CHAPTER EIGHT

She dreamed of him again that night.

Her heart raced in her chest; the dream coated her mouth with the bitter taste of metal. Adrenalin spiked in her blood, making her limbs heavy and her mind alert.

Her eyes flew open and she stared up at the ceiling without recognizing it. She flicked her gaze to one side, taking in the tasteful, modern furnishings cast in a soft glow. Then, she looked to the other side of the room.

Benedetto.

He was standing on his balcony, wearing only cotton boxers despite the coolness of the night.

But he was there.

And she was with him.

In his home.

She was safe.

Augustine was years in her past and thousands of miles from her person.

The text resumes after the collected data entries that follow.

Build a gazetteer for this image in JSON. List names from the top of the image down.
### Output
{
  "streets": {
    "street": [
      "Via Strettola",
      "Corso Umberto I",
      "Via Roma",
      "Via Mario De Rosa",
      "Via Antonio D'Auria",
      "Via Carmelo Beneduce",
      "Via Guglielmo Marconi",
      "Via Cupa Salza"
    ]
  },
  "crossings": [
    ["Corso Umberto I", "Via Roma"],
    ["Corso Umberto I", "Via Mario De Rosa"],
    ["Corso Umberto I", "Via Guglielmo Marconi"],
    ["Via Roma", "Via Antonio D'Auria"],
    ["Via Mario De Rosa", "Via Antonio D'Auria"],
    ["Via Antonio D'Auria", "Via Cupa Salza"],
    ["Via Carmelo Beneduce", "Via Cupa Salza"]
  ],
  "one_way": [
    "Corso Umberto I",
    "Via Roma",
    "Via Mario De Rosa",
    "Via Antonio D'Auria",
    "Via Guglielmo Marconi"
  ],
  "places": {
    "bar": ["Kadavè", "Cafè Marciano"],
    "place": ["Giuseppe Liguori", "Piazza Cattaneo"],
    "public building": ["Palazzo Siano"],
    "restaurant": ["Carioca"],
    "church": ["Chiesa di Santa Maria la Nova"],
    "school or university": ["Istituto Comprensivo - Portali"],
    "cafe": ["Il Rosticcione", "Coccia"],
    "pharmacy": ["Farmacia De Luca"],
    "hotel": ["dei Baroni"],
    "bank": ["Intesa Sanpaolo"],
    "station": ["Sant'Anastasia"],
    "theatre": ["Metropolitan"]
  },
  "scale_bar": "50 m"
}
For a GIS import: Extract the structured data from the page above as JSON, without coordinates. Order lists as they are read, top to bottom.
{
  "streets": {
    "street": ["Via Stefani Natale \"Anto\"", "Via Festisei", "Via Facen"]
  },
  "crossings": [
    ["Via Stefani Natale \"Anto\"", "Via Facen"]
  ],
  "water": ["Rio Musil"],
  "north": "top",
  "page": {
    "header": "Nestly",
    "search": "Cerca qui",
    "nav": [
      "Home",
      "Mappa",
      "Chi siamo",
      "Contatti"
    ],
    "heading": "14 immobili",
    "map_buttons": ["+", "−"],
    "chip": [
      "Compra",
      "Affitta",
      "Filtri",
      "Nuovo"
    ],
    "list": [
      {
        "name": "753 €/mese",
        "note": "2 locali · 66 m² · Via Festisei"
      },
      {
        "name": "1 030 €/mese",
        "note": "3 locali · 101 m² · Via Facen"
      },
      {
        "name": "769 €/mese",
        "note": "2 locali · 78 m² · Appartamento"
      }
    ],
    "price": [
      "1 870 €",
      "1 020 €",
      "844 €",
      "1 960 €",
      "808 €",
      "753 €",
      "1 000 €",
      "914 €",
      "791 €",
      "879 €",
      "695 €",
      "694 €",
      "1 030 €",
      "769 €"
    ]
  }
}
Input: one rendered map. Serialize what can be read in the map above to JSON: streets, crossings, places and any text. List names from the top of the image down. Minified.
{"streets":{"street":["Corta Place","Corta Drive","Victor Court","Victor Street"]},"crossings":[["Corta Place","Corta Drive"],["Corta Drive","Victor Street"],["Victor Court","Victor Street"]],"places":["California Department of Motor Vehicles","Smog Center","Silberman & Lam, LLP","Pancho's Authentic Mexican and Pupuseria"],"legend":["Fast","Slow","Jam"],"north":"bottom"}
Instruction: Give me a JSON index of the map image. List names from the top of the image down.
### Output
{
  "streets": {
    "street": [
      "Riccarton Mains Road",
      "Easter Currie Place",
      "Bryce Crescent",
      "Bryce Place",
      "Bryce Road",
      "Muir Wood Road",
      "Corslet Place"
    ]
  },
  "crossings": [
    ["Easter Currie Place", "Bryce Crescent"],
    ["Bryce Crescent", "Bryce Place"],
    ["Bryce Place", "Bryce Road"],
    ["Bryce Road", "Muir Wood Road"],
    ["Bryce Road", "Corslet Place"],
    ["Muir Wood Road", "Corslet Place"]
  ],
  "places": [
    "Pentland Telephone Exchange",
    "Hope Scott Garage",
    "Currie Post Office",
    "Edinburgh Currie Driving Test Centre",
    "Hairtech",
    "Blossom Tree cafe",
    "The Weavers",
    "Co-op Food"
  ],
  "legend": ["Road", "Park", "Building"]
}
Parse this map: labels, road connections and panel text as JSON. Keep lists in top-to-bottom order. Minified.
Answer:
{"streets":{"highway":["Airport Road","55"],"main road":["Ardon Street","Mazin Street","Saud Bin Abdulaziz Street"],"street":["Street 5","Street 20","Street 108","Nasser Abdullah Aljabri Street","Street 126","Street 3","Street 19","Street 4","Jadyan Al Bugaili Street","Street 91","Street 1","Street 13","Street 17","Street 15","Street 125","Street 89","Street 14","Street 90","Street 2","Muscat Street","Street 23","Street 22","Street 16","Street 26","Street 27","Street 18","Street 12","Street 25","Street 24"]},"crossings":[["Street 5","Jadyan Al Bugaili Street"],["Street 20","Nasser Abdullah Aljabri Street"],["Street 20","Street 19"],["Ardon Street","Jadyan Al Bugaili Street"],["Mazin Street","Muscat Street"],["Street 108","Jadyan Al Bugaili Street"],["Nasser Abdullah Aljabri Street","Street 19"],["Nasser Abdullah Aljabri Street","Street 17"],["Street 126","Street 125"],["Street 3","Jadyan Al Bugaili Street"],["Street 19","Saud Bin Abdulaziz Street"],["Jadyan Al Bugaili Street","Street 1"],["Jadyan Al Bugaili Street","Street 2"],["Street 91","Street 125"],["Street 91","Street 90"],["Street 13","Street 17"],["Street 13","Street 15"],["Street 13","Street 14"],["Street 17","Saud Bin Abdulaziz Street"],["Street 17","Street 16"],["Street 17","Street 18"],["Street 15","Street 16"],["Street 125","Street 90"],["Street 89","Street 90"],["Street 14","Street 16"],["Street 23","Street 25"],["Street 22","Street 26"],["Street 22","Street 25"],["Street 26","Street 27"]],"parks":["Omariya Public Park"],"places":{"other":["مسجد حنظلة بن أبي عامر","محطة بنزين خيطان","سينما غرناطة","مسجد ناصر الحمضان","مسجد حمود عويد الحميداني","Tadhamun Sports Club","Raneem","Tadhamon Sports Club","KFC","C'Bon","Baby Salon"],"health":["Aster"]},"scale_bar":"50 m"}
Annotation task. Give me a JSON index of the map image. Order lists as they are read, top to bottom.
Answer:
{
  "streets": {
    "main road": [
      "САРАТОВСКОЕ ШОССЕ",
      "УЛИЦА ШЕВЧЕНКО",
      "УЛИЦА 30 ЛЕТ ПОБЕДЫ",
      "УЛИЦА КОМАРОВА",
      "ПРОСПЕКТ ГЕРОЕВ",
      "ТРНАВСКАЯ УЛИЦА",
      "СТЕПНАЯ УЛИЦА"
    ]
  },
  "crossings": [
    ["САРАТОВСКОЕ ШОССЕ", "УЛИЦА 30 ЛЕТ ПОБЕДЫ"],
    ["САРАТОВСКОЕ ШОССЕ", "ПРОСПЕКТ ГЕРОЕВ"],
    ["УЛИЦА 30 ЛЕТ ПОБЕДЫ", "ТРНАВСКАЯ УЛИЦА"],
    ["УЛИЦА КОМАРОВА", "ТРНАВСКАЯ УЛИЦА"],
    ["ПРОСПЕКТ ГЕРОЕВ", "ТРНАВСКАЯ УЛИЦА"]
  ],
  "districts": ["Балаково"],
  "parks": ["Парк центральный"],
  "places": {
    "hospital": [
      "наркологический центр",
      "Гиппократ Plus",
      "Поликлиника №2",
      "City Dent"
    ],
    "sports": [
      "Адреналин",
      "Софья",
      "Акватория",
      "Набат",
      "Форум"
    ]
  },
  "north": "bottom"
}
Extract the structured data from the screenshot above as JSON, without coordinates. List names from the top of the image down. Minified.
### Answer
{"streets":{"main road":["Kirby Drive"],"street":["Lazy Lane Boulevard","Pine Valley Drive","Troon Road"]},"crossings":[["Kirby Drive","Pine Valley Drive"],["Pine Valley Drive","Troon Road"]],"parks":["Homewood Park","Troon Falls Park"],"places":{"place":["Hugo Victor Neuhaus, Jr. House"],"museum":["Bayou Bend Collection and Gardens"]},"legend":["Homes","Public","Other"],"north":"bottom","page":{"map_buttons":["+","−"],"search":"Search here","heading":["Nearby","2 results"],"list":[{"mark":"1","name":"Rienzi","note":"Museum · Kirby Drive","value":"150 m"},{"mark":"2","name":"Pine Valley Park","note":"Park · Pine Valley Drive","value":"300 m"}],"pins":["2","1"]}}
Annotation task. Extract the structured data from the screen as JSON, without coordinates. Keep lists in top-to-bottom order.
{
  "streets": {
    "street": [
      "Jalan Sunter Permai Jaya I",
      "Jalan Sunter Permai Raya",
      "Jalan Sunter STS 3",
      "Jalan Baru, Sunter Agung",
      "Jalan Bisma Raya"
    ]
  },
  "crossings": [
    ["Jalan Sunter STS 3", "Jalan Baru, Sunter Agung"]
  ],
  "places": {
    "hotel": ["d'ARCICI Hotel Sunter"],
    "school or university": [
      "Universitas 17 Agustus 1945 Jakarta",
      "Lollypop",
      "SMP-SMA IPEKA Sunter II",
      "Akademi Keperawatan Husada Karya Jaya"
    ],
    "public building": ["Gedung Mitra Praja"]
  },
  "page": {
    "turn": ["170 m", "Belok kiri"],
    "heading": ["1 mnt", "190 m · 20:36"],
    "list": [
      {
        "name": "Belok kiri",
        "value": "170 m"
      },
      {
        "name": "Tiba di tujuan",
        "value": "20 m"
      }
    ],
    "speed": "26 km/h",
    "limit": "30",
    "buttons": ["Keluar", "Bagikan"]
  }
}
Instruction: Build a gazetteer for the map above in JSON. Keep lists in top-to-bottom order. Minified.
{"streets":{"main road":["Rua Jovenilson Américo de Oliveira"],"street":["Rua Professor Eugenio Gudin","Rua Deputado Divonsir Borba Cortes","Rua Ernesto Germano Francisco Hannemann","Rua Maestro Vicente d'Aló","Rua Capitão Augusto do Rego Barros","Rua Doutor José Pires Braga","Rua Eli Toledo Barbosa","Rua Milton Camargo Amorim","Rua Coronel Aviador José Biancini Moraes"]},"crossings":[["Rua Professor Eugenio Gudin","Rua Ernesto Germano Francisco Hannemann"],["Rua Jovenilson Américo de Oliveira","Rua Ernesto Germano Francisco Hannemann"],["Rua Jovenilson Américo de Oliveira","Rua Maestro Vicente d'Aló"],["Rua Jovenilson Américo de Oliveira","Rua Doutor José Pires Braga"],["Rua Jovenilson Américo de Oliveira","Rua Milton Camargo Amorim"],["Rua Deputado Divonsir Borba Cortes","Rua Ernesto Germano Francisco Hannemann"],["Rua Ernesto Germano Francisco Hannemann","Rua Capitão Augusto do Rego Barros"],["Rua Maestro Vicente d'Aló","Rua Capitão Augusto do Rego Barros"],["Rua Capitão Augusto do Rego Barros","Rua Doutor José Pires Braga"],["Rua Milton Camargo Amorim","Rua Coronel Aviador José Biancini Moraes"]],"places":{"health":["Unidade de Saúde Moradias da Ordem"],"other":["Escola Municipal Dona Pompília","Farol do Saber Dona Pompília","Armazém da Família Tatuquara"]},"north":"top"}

She sucked in a deep breath, waiting for her pulse to return to normal.

As if sensing a disturbance somehow, Benedetto turned, his eyes lancing her instantly.

“Kate?” He quickly took in her brow that was beaded with sweat, her skittish eyes and alert expression. He paced towards her like some kind of game cat; a leopard or panther. “What is it?”

She swallowed and angled herself away from him, reaching for her water glass. “A stupid nightmare,” she said simply, sipping the cold liquid with relief. Her body was warm. “Did I say something?”

His eyes narrowed almost imperceptibly. His weight depressed the edge of the bed as he sat.

“What is it that causes your eyes to look like that?” He murmured, staring into her soul as though he could see all of the pieces that formed her person.

The glass was cold in her hands. She held it for something to do, trapping the condensation in her palms. “What do my eyes look like?” It was an evasive response and they both knew it.

“You look like a tiny mouse about to be swiped at by a large cat.” A frown tugged at his lips. “And you look very young.”

She rolled her eyes. “Not that again. I’m twenty-two.”

He discarded her assertion. “I mean you look … vulnerable. Afraid. Why?”

She wasn’t vulnerable. Nor afraid. She was strong and independent.

She was free.

Her smile was reassuring, though it was ghosted by memories she didn’t like to focus on.

“I’m neither, I promise. I just have an overactive imagination, that’s all, and my dreams have always been realistic.

As a child I used to sleep walk, sleep talk.

You name it, I was a weird kid.” She shuddered, to show that time was long gone.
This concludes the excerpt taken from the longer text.